Lend Lease development director Rob Heasman said it was the developer’s vision to establish E&C as one of London’s ‘most flourishing urban quarters’, including the redevelopment of the Heygate Estate and planting of over 400 trees. ‘One thing is for sure’, he said, ‘the Elephant is happening.’ Indeed, Transport for London head of capital development Nigel Hardy said that the area was used as a launch location and exemplar scheme as part of the Roads Taskforce – as it is, the roundabout has a very high collision rate, with 49% of incidents involving cyclists. The new plan proposes a ‘peninsularisation’ of the roundabout, opening up dead space in its centre and connecting it into a ‘significant open space.’
The Blackfriars Road is also the subject of a new plan for cyclists, especially since 46% of the morning traffic is now a bike – one every two seconds. Hardy showed a scheme with a segregated cycleway on the western side of the road, which Southwark’s Steve Platts said is part of the ‘Blackfriars Mile’ plan to ‘zip together opportunity areas.’ Over 18 developments are planned on the road, including the development of Ludgate House and Sampson House into nine buildings at its northern end shown by PLP Architecture partner Bernard Storch. Meanwhile, the Tate Modern extension will help to bring the focus and more regeneration away from the river, with better accessibility to the south of the building and beyond, said Allies and Morrison’s Graham Morrison.
Other key projects to come in the area include the tackling of the Imax roundabout, said Lambeth’s assistant director for strategic and neighbourhood investment Sarah Roebuck, along with the Thomas Heatherwick- designed Garden Bridge from Temple to east of the Southbank Centre. Farebrother partner and head of leasing, sales and development Julian Hind said £2.1bn had been invested in the area over the last five years but that second hand Grade A space was ‘pitifully undersupplied’ and really what the market needs, and it was ‘absolutely appalling’ that other areas had attempted to stop the Shell Centre and Elizabeth House schemes coming through.

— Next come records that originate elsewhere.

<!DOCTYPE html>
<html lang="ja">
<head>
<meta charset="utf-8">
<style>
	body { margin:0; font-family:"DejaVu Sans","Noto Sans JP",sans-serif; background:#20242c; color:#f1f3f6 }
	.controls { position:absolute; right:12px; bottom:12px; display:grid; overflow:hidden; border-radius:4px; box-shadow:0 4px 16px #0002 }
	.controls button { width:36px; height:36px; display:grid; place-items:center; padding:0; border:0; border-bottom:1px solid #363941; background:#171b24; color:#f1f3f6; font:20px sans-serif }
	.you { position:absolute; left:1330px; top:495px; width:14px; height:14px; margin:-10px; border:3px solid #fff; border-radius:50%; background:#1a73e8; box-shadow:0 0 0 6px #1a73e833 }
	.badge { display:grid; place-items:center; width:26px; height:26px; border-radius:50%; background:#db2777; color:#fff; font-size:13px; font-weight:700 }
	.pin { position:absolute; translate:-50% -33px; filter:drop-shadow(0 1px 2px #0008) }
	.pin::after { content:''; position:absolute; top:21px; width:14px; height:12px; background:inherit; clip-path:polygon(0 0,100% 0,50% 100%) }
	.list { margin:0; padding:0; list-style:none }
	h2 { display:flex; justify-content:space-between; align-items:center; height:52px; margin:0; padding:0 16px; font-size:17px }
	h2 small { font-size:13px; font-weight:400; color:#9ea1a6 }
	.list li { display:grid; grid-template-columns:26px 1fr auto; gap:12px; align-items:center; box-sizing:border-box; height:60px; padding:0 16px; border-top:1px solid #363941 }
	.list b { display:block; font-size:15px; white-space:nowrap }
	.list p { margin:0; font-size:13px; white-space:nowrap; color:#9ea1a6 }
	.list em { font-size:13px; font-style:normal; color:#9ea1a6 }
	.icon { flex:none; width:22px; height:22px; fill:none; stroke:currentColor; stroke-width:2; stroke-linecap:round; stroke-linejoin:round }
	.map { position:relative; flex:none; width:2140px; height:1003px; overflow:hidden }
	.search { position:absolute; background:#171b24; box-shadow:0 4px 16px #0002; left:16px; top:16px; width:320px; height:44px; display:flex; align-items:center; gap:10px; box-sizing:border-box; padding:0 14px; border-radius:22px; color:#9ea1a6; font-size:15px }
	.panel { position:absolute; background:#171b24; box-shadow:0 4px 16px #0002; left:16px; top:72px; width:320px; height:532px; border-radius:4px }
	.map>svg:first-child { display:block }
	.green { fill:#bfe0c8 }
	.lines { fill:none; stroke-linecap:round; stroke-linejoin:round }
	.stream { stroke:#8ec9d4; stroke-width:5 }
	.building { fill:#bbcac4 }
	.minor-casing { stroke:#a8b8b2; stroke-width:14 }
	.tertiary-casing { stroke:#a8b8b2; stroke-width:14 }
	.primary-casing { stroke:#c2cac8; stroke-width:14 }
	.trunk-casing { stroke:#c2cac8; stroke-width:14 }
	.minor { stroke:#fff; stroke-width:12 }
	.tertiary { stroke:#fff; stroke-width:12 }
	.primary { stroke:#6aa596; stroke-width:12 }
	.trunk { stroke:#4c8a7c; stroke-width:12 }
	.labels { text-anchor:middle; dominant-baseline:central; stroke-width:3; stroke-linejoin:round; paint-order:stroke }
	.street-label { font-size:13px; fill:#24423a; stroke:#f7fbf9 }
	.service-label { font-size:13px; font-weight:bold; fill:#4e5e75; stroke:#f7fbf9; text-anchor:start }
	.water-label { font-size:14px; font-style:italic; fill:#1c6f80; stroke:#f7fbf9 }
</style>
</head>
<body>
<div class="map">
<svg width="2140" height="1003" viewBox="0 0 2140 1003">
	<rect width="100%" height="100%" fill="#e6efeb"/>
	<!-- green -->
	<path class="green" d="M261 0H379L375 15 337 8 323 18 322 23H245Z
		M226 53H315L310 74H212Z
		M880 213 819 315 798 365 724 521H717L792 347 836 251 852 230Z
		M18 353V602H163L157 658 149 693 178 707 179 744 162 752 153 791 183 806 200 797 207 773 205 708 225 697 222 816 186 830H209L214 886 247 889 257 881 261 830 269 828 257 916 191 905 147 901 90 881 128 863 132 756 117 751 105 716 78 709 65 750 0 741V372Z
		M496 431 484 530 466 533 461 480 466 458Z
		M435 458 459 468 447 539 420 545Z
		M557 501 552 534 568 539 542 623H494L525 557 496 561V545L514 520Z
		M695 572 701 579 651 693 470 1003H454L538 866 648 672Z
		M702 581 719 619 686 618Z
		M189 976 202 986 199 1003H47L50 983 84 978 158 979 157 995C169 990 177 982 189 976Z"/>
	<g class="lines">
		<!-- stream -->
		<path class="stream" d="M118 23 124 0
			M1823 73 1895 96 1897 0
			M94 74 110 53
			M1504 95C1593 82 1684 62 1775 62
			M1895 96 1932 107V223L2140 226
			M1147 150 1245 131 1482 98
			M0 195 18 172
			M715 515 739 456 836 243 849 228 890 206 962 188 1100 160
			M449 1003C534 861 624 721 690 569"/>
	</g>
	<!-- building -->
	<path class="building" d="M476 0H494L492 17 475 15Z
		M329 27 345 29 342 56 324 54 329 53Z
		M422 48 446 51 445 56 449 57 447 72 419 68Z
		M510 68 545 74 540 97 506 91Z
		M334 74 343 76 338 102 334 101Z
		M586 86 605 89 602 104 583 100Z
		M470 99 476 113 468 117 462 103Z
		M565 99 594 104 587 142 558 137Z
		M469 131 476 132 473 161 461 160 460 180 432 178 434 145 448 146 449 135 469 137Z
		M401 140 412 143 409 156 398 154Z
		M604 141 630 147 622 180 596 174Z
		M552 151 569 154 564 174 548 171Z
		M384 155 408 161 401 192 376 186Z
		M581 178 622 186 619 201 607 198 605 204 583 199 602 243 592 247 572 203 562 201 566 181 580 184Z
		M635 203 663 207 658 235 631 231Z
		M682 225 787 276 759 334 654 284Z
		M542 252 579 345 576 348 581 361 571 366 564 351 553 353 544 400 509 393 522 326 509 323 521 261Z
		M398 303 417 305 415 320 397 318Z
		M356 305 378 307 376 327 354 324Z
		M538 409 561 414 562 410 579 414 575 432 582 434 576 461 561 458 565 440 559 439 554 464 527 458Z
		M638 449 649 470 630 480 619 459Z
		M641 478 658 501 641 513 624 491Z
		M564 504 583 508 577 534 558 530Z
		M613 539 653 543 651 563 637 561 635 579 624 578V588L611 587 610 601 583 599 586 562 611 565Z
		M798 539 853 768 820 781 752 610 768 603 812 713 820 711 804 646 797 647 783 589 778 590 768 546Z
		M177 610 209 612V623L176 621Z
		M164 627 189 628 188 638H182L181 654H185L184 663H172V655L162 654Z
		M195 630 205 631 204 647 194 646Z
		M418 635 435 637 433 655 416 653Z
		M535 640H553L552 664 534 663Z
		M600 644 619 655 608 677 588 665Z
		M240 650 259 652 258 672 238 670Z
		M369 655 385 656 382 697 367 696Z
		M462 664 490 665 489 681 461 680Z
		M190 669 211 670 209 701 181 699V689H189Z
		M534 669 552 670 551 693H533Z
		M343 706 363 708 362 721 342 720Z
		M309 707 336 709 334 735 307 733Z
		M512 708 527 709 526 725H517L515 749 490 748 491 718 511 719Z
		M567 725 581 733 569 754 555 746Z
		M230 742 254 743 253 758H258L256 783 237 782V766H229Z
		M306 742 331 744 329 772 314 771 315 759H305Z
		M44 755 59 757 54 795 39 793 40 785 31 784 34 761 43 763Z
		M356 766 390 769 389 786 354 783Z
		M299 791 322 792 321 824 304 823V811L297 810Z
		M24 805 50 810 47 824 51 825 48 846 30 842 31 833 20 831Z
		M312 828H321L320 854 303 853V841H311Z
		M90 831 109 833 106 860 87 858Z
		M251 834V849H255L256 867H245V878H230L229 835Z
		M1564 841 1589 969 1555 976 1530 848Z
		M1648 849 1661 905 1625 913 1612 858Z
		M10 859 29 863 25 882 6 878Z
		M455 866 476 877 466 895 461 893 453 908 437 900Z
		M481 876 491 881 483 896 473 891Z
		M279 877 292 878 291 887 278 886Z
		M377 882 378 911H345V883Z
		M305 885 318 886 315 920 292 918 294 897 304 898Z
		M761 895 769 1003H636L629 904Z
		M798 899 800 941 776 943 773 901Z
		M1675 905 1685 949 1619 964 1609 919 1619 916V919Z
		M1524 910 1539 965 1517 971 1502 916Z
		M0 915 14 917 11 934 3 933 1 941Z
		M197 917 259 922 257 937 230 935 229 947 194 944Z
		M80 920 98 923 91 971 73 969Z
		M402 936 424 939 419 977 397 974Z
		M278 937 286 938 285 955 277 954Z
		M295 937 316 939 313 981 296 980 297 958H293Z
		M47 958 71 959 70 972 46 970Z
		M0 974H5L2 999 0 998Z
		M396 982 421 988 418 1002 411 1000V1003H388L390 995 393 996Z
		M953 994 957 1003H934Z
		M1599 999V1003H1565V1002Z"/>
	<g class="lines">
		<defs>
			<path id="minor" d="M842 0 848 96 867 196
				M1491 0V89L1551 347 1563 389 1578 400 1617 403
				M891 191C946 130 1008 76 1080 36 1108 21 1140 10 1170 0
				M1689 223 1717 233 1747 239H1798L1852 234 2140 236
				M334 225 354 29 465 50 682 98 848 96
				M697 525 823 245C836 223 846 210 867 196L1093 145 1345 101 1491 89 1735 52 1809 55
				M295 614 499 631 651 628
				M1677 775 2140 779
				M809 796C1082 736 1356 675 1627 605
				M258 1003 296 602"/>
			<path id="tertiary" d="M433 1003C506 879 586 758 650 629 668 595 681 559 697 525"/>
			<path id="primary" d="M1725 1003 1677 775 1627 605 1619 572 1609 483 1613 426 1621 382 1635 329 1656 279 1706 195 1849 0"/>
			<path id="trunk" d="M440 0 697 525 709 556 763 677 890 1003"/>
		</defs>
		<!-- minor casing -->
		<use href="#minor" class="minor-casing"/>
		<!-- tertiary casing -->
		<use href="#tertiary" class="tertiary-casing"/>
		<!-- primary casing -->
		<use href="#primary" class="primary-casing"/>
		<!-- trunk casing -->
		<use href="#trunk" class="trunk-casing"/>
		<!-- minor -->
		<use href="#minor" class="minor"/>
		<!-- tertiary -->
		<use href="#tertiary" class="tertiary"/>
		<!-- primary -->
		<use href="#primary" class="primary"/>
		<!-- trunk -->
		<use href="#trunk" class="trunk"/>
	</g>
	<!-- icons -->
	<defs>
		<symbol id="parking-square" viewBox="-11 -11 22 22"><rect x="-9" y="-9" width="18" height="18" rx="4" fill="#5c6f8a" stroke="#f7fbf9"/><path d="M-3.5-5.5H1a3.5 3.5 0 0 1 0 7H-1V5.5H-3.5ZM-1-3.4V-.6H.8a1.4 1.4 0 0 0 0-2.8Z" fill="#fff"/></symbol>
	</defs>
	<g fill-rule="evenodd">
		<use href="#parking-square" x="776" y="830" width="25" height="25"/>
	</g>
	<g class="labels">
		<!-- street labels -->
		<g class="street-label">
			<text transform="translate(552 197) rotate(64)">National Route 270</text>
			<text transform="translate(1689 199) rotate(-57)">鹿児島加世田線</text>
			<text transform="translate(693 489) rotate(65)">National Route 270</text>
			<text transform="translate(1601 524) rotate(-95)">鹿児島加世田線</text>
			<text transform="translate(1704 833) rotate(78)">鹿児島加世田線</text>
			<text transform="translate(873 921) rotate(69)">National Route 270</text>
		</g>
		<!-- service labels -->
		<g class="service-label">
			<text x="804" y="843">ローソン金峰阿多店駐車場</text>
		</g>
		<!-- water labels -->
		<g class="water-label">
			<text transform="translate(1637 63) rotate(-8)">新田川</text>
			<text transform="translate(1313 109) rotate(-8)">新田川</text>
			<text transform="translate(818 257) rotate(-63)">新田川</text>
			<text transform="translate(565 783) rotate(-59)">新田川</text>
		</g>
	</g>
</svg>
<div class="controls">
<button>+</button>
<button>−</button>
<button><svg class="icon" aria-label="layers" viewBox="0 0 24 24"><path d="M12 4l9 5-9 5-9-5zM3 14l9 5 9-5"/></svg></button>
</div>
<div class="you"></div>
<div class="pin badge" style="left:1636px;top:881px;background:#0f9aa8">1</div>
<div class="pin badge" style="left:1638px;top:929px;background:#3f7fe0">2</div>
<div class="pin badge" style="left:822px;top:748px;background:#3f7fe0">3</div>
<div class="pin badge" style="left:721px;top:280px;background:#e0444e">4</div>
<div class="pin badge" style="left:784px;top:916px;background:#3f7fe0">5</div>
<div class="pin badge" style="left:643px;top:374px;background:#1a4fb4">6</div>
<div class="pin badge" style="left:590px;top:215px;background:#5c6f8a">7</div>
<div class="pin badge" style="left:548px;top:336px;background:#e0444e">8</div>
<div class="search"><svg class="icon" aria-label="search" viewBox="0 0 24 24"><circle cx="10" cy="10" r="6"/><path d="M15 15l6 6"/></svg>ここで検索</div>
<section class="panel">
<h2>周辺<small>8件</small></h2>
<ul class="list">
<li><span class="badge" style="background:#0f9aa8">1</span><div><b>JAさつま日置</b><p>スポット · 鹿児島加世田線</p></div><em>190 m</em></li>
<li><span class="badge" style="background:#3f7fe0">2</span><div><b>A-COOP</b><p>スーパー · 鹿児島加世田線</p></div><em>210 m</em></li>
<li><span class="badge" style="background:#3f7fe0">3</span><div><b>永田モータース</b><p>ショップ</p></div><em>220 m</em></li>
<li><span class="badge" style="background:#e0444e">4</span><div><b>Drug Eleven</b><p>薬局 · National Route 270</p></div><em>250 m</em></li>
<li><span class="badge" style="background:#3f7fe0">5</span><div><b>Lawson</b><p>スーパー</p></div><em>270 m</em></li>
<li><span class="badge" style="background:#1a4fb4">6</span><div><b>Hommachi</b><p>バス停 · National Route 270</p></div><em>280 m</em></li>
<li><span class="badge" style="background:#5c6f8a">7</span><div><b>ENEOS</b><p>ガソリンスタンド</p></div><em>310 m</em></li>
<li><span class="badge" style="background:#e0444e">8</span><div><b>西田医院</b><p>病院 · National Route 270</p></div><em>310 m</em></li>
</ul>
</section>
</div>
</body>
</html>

This was also a theme picked up by David Joyce, assistant director of planning and development planning, who stressed the - as he saw it - unreported public space elements of the scheme. Elizabeth House was a ‘vital site for us’, right in the heart of Waterloo, which will unlock 8,000 new jobs and 150 new homes. ‘If we don’t get this scheme coming forward we won’t reap benefits and still have the barrier that is Waterloo station.’